Fordham Failing at Free Speech, FIRE Says




Following controversy at Fordham College at Lincoln Center over the school’s decision to reject a Students for Justice in Palestine (SJP) club approval, the Foundation for Individual Rights in Education (FIRE) has named the school among its “Ten Worst Colleges for Free Speech,” for the first time.

According to its website, FIRE is a nonprofit group which works to “defend and sustain individual rights at America’s colleges and universities… which include freedom of speech, legal equality, due process, religious liberty, and sanctity of conscience–the essential qualities of individual liberty and dignity.” They have published a “10 Worst Colleges for Free Speech” each year since 2011, and are staffed by professors, policy experts and “public intellectuals.”
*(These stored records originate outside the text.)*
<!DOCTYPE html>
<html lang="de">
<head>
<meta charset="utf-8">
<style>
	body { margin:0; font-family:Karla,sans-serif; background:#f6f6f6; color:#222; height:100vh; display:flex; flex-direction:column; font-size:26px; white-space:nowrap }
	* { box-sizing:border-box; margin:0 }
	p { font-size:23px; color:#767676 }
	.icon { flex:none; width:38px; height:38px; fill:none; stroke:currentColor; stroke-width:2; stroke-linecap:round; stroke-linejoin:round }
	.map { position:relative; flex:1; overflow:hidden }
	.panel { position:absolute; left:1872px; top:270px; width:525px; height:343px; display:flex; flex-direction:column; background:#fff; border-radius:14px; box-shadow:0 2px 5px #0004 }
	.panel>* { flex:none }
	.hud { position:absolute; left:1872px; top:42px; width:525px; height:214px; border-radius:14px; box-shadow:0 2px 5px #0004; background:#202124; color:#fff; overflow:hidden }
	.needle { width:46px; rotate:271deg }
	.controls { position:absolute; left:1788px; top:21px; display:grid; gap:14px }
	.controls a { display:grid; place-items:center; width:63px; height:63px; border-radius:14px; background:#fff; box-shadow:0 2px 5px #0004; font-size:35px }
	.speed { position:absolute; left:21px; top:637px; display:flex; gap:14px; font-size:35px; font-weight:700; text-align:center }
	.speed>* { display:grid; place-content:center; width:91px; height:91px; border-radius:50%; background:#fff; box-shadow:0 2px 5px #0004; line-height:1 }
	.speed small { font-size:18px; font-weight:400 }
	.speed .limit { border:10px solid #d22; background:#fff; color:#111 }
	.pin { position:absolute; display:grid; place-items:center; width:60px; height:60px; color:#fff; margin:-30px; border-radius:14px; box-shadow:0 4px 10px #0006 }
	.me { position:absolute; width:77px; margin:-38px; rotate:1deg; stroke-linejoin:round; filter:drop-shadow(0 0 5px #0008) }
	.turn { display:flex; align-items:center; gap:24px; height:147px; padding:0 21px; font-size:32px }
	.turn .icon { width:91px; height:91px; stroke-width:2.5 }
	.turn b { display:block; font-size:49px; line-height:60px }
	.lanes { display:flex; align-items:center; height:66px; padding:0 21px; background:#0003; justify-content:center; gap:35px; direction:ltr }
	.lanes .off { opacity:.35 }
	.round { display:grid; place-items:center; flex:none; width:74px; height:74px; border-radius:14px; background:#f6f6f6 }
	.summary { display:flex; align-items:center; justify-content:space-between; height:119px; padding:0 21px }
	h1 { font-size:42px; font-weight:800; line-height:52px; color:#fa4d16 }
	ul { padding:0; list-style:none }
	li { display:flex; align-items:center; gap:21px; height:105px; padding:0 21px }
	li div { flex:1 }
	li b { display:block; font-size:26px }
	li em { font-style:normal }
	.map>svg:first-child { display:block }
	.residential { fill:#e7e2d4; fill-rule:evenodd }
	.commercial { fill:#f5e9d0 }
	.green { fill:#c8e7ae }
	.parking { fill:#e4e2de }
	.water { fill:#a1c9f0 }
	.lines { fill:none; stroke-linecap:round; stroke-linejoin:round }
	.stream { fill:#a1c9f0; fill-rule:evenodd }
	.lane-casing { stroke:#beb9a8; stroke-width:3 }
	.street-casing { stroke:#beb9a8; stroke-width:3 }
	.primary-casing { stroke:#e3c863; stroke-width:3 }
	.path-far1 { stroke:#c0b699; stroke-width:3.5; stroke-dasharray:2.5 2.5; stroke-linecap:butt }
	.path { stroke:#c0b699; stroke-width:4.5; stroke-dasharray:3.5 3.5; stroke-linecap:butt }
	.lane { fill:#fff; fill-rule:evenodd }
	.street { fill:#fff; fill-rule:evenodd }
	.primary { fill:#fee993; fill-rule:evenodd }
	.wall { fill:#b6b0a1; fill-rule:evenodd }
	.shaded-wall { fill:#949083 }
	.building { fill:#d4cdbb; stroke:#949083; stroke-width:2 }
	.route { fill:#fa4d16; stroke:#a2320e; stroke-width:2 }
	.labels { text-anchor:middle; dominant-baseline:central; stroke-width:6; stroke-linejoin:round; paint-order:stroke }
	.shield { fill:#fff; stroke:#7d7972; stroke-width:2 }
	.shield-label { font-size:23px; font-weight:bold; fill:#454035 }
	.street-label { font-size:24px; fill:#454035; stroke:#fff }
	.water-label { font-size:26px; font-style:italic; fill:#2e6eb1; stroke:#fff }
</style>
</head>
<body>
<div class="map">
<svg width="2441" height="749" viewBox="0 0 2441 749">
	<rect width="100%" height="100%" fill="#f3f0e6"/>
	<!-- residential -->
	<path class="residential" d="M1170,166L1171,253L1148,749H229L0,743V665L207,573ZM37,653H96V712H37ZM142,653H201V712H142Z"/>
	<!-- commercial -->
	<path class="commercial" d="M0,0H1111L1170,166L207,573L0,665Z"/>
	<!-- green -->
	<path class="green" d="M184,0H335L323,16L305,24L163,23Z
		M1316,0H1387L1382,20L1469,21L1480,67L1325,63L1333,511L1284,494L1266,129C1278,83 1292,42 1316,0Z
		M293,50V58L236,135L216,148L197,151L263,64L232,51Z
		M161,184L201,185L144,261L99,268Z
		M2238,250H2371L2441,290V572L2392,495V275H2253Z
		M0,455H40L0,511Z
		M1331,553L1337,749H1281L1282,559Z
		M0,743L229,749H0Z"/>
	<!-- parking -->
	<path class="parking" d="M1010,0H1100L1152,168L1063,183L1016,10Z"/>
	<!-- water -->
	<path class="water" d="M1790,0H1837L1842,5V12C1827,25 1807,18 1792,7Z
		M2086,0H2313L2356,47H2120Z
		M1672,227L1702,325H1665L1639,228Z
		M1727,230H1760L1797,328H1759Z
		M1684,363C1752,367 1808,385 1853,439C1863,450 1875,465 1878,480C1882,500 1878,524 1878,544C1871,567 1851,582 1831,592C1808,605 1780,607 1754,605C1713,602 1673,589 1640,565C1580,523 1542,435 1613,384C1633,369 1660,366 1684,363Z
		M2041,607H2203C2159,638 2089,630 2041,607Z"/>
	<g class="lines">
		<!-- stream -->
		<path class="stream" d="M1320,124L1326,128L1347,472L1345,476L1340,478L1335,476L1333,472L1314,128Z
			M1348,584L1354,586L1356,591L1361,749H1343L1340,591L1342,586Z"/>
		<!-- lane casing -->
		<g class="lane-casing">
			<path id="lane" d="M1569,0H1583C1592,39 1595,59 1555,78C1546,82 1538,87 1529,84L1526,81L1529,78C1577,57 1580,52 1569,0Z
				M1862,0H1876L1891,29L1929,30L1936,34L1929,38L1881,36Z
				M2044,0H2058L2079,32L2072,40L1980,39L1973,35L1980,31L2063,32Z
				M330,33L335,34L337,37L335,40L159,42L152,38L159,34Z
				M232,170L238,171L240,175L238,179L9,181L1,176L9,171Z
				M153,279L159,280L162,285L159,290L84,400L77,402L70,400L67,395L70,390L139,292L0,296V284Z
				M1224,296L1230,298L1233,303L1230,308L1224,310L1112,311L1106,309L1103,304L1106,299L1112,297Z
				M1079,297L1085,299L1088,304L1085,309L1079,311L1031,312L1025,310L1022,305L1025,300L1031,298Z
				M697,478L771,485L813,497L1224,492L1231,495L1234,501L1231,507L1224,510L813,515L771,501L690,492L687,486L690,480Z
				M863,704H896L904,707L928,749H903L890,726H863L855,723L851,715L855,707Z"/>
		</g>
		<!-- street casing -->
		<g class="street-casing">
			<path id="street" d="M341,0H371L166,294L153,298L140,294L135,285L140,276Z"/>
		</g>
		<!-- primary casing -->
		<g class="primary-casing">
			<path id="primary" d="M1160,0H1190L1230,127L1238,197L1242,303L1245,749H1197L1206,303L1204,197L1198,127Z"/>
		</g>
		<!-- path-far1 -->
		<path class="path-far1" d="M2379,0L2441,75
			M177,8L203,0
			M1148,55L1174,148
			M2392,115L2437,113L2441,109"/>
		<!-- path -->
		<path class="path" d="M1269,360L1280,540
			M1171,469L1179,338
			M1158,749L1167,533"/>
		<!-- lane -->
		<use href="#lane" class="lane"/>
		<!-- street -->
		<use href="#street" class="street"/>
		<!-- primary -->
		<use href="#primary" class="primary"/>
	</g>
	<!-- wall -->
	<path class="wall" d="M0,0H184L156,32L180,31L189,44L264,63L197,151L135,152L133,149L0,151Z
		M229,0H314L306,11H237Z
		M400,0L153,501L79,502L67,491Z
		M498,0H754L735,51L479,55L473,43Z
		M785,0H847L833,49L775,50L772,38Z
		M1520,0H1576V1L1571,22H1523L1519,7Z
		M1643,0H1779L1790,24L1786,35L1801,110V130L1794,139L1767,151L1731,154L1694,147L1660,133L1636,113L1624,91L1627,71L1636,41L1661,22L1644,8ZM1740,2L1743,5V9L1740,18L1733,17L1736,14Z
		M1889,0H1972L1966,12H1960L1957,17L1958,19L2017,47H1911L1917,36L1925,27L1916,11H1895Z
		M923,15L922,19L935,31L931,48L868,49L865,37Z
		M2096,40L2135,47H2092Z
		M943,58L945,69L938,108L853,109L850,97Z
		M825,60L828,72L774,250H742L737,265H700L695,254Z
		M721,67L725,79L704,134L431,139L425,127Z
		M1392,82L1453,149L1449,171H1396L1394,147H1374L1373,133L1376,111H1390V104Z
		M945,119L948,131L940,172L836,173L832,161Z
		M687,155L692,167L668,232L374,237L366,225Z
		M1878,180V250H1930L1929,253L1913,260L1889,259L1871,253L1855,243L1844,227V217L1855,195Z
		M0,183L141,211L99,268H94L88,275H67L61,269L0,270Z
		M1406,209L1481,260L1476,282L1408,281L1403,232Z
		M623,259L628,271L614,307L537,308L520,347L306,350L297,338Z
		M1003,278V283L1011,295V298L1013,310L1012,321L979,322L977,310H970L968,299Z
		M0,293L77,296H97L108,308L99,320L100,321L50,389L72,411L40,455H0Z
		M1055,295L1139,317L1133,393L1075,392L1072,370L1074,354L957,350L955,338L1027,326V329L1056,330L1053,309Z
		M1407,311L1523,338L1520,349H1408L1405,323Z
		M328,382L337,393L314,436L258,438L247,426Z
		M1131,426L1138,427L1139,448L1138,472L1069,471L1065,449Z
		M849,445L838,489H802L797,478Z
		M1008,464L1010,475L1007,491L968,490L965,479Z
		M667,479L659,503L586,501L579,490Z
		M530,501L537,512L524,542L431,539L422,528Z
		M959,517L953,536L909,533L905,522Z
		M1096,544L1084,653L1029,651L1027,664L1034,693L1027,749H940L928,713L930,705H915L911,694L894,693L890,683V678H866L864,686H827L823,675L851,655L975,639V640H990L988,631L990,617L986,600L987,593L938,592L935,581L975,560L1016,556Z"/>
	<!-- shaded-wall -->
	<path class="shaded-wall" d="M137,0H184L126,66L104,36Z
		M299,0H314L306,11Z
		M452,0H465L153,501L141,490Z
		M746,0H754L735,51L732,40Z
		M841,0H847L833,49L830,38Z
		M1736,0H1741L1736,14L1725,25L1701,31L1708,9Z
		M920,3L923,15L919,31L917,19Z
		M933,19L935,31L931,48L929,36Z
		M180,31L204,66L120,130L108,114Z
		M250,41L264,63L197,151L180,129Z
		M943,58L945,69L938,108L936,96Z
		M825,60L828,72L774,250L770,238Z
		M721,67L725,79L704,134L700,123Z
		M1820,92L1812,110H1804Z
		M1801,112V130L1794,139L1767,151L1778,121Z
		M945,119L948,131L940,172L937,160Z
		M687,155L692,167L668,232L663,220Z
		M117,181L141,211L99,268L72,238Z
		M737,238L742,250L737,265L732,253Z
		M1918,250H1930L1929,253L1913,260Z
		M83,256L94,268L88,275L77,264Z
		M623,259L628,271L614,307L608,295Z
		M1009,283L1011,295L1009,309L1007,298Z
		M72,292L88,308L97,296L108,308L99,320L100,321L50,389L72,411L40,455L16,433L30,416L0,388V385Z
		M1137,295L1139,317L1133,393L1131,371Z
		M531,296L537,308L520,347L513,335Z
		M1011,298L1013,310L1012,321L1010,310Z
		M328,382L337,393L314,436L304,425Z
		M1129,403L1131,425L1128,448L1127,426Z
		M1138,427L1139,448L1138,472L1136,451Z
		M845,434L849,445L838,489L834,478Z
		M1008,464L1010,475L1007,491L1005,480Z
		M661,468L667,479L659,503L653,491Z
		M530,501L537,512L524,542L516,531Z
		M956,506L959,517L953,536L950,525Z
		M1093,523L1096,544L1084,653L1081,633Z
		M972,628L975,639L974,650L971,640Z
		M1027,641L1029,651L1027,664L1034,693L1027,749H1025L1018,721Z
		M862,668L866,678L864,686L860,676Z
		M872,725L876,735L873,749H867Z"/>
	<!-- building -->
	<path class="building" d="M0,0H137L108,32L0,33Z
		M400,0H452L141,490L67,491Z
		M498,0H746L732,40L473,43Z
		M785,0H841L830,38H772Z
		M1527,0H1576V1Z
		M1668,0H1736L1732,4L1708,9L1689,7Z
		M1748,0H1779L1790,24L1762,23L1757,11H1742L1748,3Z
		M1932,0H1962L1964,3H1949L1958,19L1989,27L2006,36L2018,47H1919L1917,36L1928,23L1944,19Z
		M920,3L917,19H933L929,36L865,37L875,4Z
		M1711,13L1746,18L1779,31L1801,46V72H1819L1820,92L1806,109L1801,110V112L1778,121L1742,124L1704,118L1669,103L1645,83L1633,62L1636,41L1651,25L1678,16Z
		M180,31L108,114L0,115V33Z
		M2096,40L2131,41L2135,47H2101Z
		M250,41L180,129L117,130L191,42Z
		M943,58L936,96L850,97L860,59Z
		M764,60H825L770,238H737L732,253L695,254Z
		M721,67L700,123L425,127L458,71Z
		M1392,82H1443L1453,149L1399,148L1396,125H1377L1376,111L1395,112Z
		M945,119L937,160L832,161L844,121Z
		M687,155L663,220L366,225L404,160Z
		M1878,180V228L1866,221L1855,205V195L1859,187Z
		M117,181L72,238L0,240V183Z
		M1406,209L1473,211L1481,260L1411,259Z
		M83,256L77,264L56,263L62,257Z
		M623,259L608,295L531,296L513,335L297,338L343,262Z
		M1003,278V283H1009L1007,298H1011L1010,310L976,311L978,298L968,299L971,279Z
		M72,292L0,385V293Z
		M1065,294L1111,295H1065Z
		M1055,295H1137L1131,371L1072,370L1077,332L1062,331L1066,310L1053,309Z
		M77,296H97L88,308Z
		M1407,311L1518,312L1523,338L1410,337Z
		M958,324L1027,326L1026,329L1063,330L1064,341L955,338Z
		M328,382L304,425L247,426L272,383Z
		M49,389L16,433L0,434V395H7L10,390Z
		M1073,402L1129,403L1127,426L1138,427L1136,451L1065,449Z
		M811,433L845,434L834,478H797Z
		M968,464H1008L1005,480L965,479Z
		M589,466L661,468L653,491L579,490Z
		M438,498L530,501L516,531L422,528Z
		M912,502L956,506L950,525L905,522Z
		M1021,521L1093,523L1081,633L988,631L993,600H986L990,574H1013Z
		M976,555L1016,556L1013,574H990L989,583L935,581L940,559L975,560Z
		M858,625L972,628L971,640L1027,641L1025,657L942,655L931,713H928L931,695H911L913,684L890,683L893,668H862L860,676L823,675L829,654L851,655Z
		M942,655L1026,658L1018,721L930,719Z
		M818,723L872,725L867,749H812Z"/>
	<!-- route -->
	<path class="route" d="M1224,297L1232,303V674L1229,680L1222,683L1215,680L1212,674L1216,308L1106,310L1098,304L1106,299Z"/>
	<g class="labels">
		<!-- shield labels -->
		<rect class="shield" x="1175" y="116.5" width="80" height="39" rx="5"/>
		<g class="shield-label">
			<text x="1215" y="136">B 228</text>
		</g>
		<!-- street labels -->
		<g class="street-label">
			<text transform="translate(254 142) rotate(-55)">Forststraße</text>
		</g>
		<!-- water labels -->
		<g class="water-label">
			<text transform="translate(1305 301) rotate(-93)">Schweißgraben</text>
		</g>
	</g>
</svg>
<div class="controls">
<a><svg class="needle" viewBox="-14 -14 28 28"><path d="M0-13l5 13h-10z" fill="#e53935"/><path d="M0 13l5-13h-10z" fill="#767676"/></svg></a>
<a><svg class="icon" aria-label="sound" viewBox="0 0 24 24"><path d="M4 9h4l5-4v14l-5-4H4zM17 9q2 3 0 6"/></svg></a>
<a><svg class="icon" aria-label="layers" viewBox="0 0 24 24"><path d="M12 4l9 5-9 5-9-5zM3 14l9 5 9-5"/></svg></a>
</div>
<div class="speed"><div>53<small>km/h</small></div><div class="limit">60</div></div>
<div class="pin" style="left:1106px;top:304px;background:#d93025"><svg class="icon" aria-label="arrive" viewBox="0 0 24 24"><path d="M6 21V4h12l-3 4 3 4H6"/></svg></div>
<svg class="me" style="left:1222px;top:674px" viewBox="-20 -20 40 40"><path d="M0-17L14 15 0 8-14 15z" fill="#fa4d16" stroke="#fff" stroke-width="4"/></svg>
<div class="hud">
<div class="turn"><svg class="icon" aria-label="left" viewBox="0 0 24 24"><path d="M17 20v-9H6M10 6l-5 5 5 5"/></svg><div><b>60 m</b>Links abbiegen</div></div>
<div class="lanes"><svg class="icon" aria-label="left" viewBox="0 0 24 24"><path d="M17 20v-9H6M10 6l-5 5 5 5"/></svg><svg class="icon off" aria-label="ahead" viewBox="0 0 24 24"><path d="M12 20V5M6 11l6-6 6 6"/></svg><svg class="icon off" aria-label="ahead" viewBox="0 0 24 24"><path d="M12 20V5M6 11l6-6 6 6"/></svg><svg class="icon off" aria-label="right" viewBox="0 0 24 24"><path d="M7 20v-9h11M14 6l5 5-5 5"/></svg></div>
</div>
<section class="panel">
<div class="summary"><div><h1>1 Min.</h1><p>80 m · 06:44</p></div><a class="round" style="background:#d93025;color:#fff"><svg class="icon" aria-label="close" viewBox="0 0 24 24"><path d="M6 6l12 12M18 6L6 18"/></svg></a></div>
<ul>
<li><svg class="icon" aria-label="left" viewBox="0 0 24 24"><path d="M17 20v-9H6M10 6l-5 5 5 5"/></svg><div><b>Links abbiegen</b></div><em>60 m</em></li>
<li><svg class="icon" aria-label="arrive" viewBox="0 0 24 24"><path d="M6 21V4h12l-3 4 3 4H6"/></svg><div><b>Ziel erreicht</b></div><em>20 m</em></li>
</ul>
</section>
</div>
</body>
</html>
Listed in no particular order, Fordham University was included along with schools such as Northern Michigan University, for threatening students with disciplinary action for discussing “suicidal or self-destructive thoughts or actions with other students,” the University of Oregon, for intervention with a student newspaper and punishment brought down on a professor who wore blackface during a private Halloween party; Georgetown University, for informing a group of Bernie Sanders supporters that “campus was no place for talking to fellow students about their chosen candidate,” and Harvard University, for “blacklisting” members of off-campus single-gender organizations.

FIRE points to Dean of Students Keith Eldredge’s decision not to allow SJP to become a club as an example of particularly “persistent and brazen” “viewpoint-discriminatory” actions by the school. After nonprofit Palestine Legal publicized the decision and Eldredge’s reasoning, FIRE and the National Coalition Against Censorship (NCAC) sent a letter to Fordham demanding that the university recognize SJP and accusing the school of straying from its stated commitments to free expression on campus. Fordham has continued to stand by the decision and has sanctioned SJP organizer Sapphira Lurie, FCLC ’17, on charges of violating “University regulations pertaining to the Demonstration Policy” in relation to an unauthorized rally. Her hearing came under fire after Eldredge decreed that it could only be a closed-door meeting, and ultimately her sanction was decided without a hearing.

The school is accused of “persistent refusal to live up to the promises it makes to its students.”

Eldredge said of the list, “I think [FIRE has] a motive to get the headlines. I would disagree with their assessment but they have the right to their opinion and the right to make that statement. I didn’t think it was proportionate to the incident, personally.”

“At this point I feel like we’ve given a decision and responded to inquiries about the decision,” Eldredge said. “The decision was made that what [SJP] initially presented was not going to be approved and so coming back with the exact same thing is probably going to get a similar answer.”

“I’m certainly willing to continue conversation about SJP whether it’s the students who requested the club or other students that are concerned about Palestinian issues or issues going on in Israel,” he continued.

According to Facebook events, SJP will be holding two open meetings in coming weeks entitled “[Boycotts, Divestment and Sanctions] (BDS) at Universities” and “United States Imperialism, Palestinian Resistance.” Eldredge explained that they were allowed to hold events as long as they were authorized, saying, “Certainly if a group wants to have a demonstration or a rally or an event on campus, as long as they follow the procedures that are outlined like in the demonstration policy, the focus there is really on time, place and manner, not on content.”

The original version of this article misstated the full name of SJP. It has been updated to reflect the correct information.